Hacker News new | ask | show | jobs
by TSiege 3 hours ago
Always worth a share for this scenario. It's not clear if LLMs are capable of doing actual analysis on medical imaging. For details see this article https://futurism.com/artificial-intelligence/frontier-models...

> As detailed in a new, yet-to-be-peer-reviewed paper, a team of researchers at Stanford University found that frontier AI models readily generated “detailed image descriptions and elaborate reasoning traces, including pathology-biased clinical findings, for images never provided.”

> In other words, the AI models happily came up with answers to questions about a supposedly accompanying image — even if the researchers never even showed it an image.

> As opposed to hallucinations, which involve AI models arbitrarily filling in the gaps within a logical framework, the team coined a new term for the phenomenon: “mirage reasoning.”

> The effect “involves constructing a false epistemic frame, i.e., describing a multi-modal input never provided by the user and basing the rest of the conversation on that, therefore changing the context of the task at hand,” the researchers wrote in their paper.
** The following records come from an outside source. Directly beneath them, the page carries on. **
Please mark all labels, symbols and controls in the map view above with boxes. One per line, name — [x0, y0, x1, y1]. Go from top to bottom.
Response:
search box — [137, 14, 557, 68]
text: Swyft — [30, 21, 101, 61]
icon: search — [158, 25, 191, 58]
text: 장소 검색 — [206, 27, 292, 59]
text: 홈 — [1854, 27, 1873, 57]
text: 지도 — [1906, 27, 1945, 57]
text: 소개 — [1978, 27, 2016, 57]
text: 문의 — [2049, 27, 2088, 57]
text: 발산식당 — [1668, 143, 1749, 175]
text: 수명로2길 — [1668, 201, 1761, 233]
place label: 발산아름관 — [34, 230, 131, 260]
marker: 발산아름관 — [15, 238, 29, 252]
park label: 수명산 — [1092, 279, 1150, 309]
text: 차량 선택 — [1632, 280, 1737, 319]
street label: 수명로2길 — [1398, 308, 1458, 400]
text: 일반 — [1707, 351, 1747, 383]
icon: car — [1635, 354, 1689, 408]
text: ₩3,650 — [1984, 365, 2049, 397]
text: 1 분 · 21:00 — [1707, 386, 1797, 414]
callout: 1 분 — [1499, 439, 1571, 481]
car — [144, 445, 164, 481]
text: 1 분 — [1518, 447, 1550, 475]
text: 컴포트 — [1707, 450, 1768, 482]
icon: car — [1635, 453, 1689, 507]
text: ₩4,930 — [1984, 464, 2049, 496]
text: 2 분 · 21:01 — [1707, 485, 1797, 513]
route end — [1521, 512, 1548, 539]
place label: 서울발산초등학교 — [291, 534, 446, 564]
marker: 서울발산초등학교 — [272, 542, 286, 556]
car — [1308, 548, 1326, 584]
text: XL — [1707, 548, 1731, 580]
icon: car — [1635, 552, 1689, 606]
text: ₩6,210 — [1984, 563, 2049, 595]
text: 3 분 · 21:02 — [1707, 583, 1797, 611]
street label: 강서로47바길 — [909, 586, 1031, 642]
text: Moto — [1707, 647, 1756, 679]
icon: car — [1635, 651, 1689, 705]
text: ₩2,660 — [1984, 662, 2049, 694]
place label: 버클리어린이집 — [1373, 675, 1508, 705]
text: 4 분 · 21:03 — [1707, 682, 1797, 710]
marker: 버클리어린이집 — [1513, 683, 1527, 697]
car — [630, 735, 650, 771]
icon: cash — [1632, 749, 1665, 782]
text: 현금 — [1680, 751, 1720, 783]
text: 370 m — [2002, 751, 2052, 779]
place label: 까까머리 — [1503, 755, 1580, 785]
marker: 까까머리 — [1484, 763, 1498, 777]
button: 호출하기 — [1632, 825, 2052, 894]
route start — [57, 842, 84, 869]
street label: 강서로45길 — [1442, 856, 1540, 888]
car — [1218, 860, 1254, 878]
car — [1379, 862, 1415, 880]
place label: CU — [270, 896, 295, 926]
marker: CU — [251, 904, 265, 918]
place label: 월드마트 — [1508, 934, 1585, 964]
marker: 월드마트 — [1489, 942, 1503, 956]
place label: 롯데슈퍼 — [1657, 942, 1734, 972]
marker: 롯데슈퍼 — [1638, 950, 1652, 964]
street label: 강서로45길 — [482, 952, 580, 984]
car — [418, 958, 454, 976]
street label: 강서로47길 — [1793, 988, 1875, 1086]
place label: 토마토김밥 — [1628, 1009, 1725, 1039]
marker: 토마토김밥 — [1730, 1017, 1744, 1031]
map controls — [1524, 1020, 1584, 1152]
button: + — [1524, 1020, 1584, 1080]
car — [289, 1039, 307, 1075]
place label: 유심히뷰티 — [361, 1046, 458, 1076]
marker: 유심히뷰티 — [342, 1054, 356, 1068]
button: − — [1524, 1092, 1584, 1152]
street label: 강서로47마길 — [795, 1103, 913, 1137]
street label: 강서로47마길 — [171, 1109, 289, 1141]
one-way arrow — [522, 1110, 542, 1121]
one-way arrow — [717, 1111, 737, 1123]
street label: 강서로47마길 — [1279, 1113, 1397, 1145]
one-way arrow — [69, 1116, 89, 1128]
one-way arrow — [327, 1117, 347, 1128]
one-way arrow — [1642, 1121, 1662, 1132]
> The damning findings suggest AI models cheat by diving into the data they were given — and coming up with the rest based on probability, even if it’s almost entirely conjecture.

5 comments

I work at a telemedicine company. We’ve benchmarked a few frontier LLMs on public medical imaging datasets. One test included high-quality and high-consensus otoscopic images. We didn’t anticipate the models to do well on something so niche, but what concerned us was how poorly calibrated the models were.

I know you can’t trust an LLM’s self-assessed “confidence” of a prediction, but I’ve found that confidence can at least be directionally correct for some tasks. For our benchmarks, however, confidence was poorly correlated. What’s worse is that binary classification models (“Do you see $diagnosis in this photo?”) highly influenced the LLM to confidently predict $diagnosis.

I’m concerned for those using LLMs for diagnostics, and getting confidently led to the wrong conclusion.

But the binary classification models can be made ternary easily. RL on congruence plus penalty for misdiagnosis is easy to set up and gives great results.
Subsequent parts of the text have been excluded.